2). Meningkatkan Keterampilan Dalam Proses Belajar
Berikut ini diuraikan beberapa jenis keterampilan dasar yang penting dan langsung berkaitan dengan kegiatan proses belajar di perguruan tinggi, yaitu:
  1. Keterampilan Menyimak
Kegiatan menyimak berbeda dengan mendengar. Kegiatan menyimak membutuhkan perhatian dan konsentrasi penuh melalui cara:
  1. Mendengar aktif, yaitu mendengar yang merupaka fisiologis penerimaan rangsangan pendengaran.
  2. Memperhatikan, yakni memusatkan kesadaran secara sengaja pada rangsangan tertentudan mengabaikan rangsangan lain yang tidak berkaitan.
  3. Menangkap pesan, yaitu proses pemberian makna pada kata yang didengar sesuai dengan makna yang dimaksud oleh pemberi pesan.
  4. Membuat catatan untuk diingat dan dipelajari lebih lanjut.
Proses menyimak dengan melibatkan empat unsur tersebut perlu terus dilatih. Davine (Burden & Byrd,1987) menjelaskan beberapa kiat untuk menyimak perkuliahan, yakni:
  1. Merumuskan tujuan menyimak.
  2. Memberi perhatian pada apa yang ingin disimak.
  3. Mencatat informasi penting dan makna dari yang disimak, bukan redaksi utuh seperti photocopy, kecuali ungkapan yang sudah pasti.
  4. Memeriksa makna dari informasi yang disimak, didukung contoh.
  5. Mengikuti ururan ide yang disimak, kemudian dikembangkan.
  6. Menyimpulkan hasil akhir apa yang disimak.
  7. Memahami hubungan antara informasi dan pandangan pembicara.
  8. Mengevalasi hasil yang telah disimak.
  9. Menggunakan informasi yang telah disimak.
Ada beberapa strategi yang dapat digunakan untuk mengembangkan keterampilan menyimak, yaitu sebagai berikut:
  1. Melatih presentasi bergiliran di depan kelas setelah menyimak perkuliahan dari dosen untuk mengetahui hasil simakan mereka.
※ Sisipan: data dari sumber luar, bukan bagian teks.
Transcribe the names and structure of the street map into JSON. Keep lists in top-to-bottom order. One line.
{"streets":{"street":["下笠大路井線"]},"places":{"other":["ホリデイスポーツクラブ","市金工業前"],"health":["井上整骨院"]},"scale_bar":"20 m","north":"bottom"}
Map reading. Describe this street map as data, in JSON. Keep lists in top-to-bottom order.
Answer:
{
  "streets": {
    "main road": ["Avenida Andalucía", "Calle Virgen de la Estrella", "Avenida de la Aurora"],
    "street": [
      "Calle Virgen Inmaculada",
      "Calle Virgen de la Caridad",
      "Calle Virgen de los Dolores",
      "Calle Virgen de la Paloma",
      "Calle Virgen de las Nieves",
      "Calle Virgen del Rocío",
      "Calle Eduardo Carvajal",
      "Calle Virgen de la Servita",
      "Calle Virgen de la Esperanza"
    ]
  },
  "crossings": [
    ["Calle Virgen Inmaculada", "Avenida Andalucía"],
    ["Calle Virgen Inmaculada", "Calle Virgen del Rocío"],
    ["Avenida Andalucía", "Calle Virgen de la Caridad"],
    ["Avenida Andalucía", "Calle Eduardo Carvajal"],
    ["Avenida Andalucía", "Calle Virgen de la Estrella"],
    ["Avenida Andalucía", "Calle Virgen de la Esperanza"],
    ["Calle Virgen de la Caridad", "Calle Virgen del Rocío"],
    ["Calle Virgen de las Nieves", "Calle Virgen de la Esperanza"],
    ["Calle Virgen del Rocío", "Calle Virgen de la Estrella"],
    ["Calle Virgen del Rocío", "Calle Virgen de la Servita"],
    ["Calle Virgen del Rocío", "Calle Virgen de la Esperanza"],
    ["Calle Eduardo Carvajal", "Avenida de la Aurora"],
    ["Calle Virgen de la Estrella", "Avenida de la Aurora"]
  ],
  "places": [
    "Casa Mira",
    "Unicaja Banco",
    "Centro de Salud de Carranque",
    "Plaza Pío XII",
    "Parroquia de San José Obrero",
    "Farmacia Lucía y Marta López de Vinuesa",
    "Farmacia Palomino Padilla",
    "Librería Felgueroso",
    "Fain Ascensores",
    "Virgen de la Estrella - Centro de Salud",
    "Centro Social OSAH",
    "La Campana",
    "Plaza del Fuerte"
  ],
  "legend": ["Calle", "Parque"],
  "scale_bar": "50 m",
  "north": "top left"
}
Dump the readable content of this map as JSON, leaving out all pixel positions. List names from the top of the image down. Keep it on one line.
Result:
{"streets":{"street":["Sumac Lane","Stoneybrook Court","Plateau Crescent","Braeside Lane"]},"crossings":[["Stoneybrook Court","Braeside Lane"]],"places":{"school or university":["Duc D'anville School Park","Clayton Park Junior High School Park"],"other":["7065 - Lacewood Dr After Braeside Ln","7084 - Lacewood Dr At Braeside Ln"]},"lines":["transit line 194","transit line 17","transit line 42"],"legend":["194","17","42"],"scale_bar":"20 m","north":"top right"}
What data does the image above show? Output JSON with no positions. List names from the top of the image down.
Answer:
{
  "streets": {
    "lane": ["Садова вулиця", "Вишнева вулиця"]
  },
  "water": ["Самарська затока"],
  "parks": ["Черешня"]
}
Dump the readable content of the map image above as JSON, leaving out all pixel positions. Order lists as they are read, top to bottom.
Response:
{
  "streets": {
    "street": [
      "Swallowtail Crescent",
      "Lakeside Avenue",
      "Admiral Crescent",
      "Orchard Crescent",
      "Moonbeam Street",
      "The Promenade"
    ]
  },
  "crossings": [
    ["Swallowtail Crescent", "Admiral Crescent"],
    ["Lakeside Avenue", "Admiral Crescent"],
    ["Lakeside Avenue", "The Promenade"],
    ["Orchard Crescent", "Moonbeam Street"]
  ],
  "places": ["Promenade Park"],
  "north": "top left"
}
  2. Memberi kesempatan kepada mahasiswa untuk mengulang pembicaraan saat terjadi sesuatu yang tidak terduga.
  3. Personalisasi pembicaraan.
  4. Mendorong mahasiswa merespons selama pembicaraan untuk mengetahui apakah mereka benar-benar menyimak.
  5. Melibatkan mahasiswa dalam pembicaraan.
  6. Membagi outline yang sudah ditentukan dalam perkuliahan.
  7. Melatih mendengar khusus setiap pembicaraan.
  8. Menggunakan alat bantu visual untuk meningkatkanperhatian dalam menyimak perkuliahan.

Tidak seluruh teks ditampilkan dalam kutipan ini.